Directions for this task:
Your answer should consist of each line below that contains the string "bottom".

---------- Supplied records

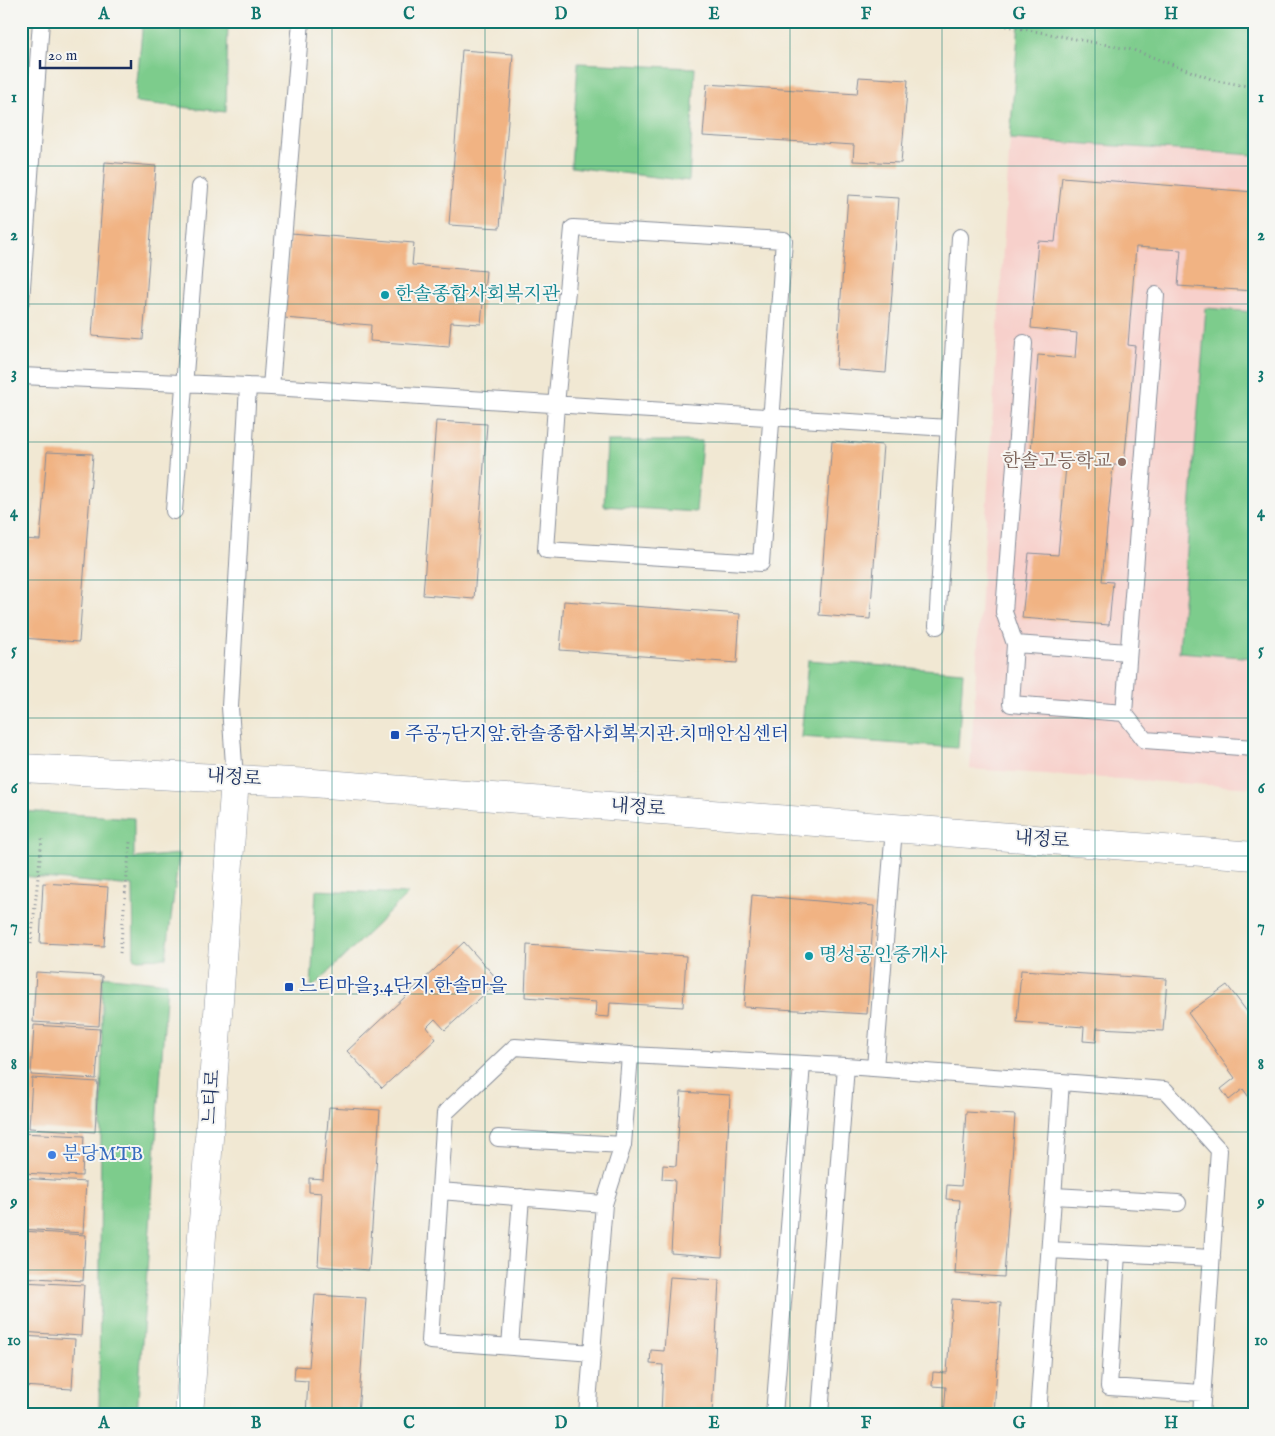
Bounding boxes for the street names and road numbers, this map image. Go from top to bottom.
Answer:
street label: 내정로 [206,764,262,792]
street label: 내정로 [610,794,666,822]
street label: 내정로 [1014,826,1070,854]
street label: 느티로 [198,1069,226,1125]

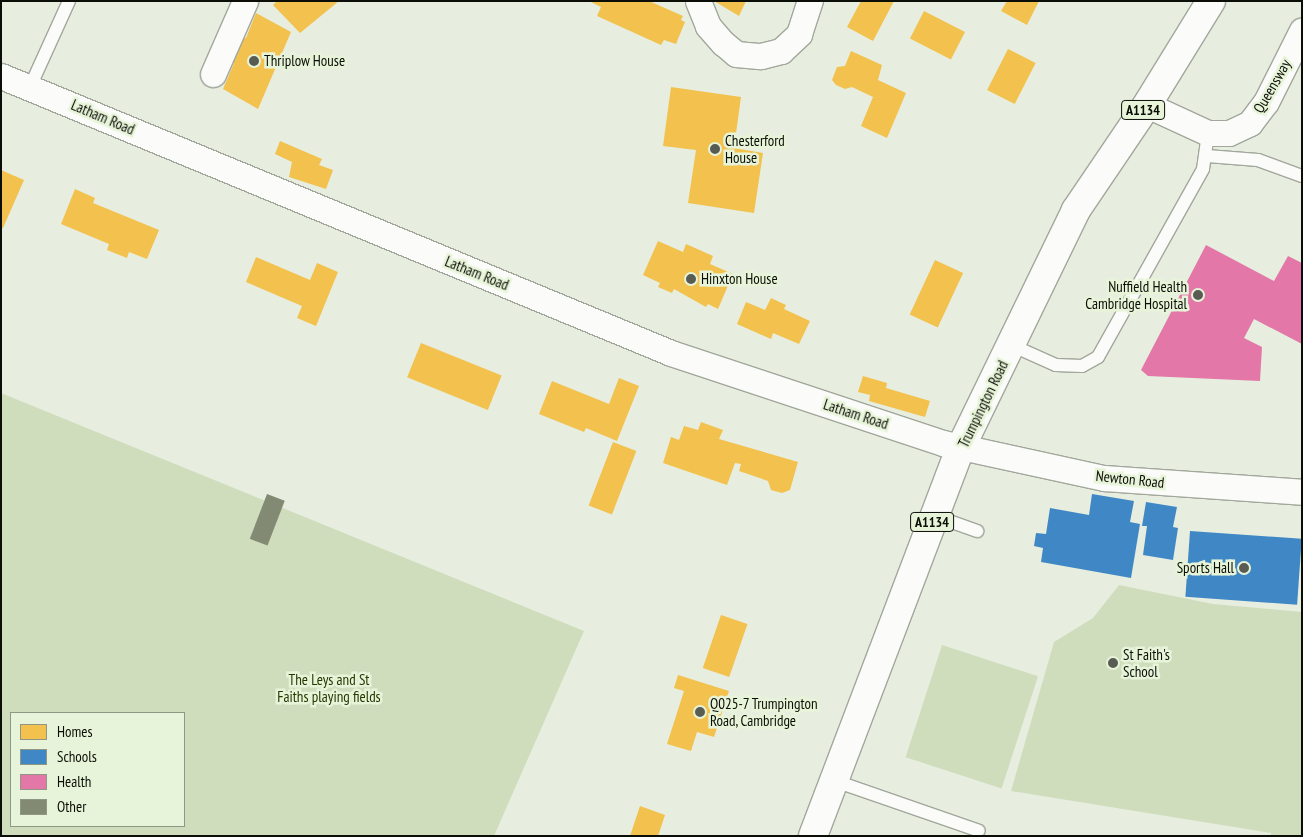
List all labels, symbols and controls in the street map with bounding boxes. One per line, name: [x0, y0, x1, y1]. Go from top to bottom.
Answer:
place label: Thriplow House: [264, 52, 345, 70]
marker: Thriplow House: [248, 55, 260, 67]
street label: Queensway: [1249, 56, 1295, 116]
street label: Latham Road: [69, 96, 137, 138]
road number: A1134: [1120, 98, 1166, 122]
place label: Chesterford House: [725, 131, 785, 166]
marker: Chesterford House: [709, 143, 721, 155]
street label: Latham Road: [442, 252, 512, 294]
place label: Hinxton House: [701, 270, 778, 288]
marker: Hinxton House: [685, 273, 697, 285]
place label: Nuffield Health Cambridge Hospital: [1085, 277, 1187, 312]
marker: Nuffield Health Cambridge Hospital: [1191, 288, 1205, 302]
street label: Trumpington Road: [954, 358, 1012, 450]
street label: Latham Road: [821, 395, 891, 433]
street label: Newton Road: [1095, 466, 1165, 492]
road number: A1134: [910, 511, 954, 534]
place label: Sports Hall: [1177, 559, 1234, 577]
marker: Sports Hall: [1238, 562, 1250, 574]
place label: St Faith's School: [1123, 645, 1170, 680]
marker: St Faith's School: [1107, 657, 1119, 669]
park label: The Leys and St Faiths playing fields: [277, 670, 381, 705]
place label: Q025-7 Trumpington Road, Cambridge: [710, 694, 819, 729]
marker: Q025-7 Trumpington Road, Cambridge: [694, 706, 706, 718]
legend: [10, 712, 185, 827]
text: Homes: [57, 722, 93, 741]
text: Schools: [57, 747, 97, 766]
text: Health: [57, 772, 91, 791]
text: Other: [57, 797, 86, 816]

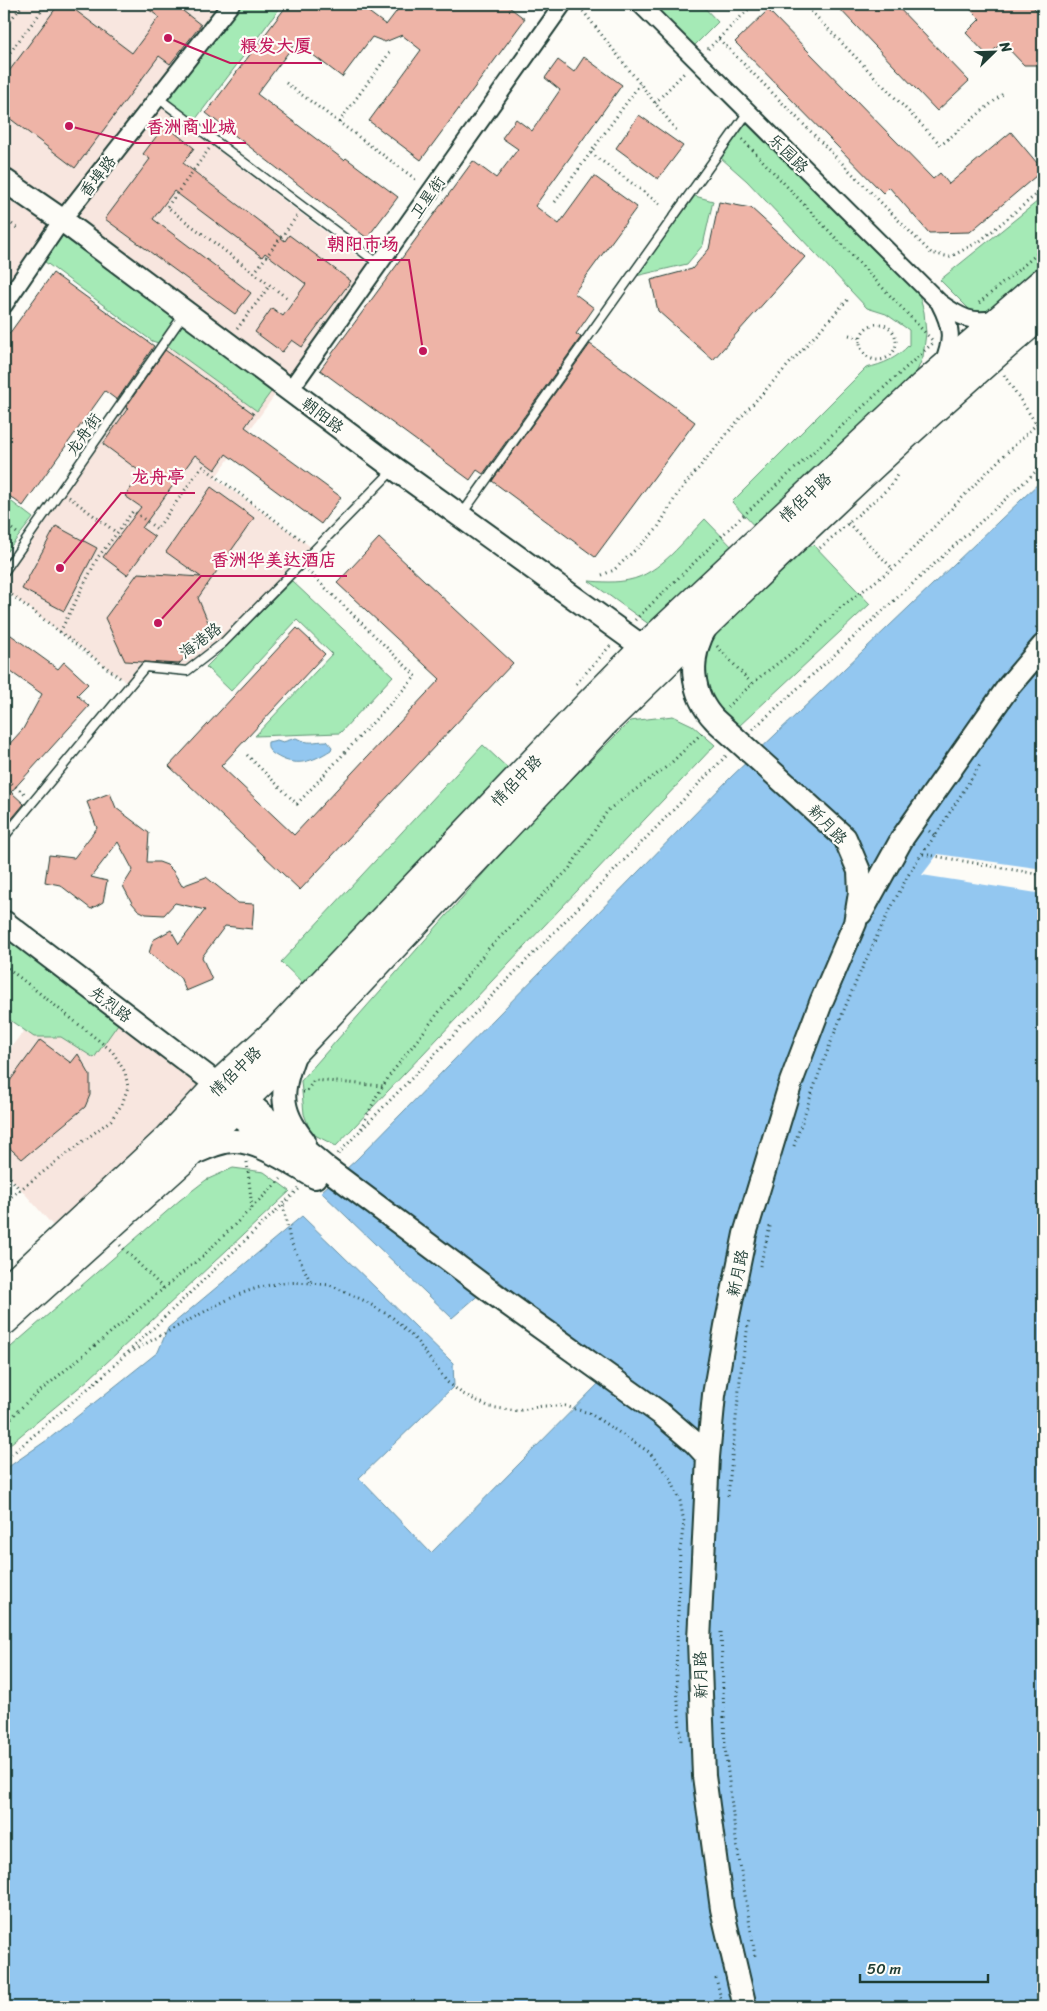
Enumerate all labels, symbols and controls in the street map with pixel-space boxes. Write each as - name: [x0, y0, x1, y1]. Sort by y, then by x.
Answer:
- north arrow: [970, 28, 1020, 78]
- callout: 粮发大厦: [230, 30, 322, 63]
- text: 粮发大厦: [240, 30, 312, 62]
- text: N: [992, 37, 1019, 57]
- callout: 香洲商业城: [136, 110, 246, 143]
- text: 香洲商业城: [146, 111, 236, 143]
- street label: 乐园路: [761, 126, 816, 181]
- street label: 香埠路: [71, 148, 124, 204]
- street label: 卫星街: [402, 169, 453, 225]
- callout: 朝阳市场: [317, 227, 409, 260]
- text: 朝阳市场: [327, 228, 399, 260]
- street label: 朝阳路: [295, 389, 351, 441]
- street label: 龙舟街: [58, 406, 109, 462]
- callout: 龙舟亭: [121, 460, 195, 493]
- text: 龙舟亭: [131, 461, 185, 493]
- street label: 情侶中路: [772, 465, 839, 530]
- callout: 香洲华美达酒店: [201, 543, 347, 576]
- text: 香洲华美达酒店: [211, 544, 337, 576]
- street label: 海港路: [172, 614, 228, 666]
- street label: 情侶中路: [484, 747, 549, 813]
- street label: 新月路: [801, 797, 855, 852]
- street label: 先烈路: [83, 978, 139, 1030]
- street label: 情侶中路: [202, 1039, 268, 1104]
- street label: 新月路: [718, 1247, 757, 1300]
- street label: 新月路: [685, 1650, 716, 1699]
- scale bar: [860, 1951, 987, 1983]
- text: 50 m: [867, 1956, 902, 1982]

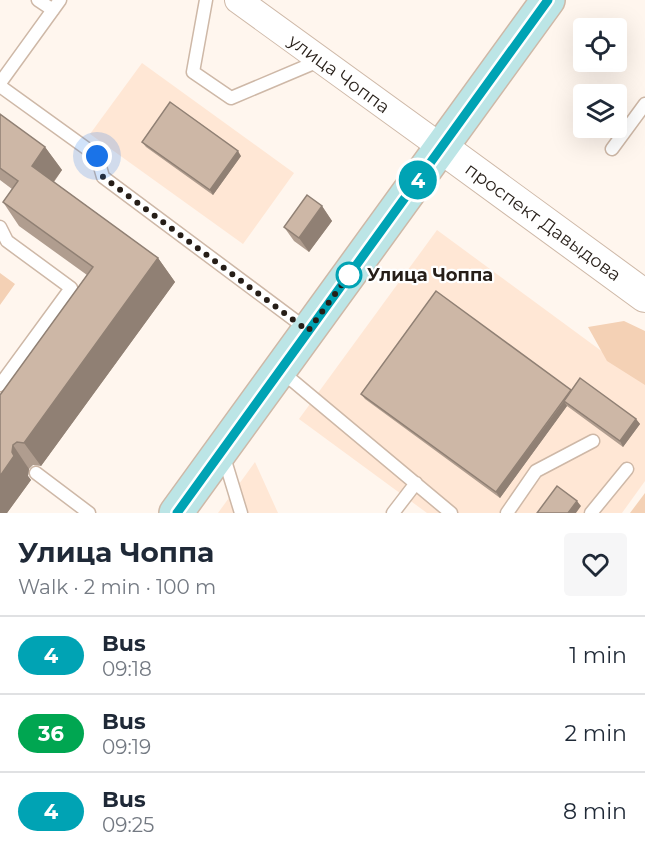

--------------------

Exercise output:
Bounding boxes for the street names and road numbers, this map image. Go from top to bottom.
List all labels, symbols and controls in the street map with bounding boxes. One per line, name: [x0, y0, x1, y1]. Go from top to bottom.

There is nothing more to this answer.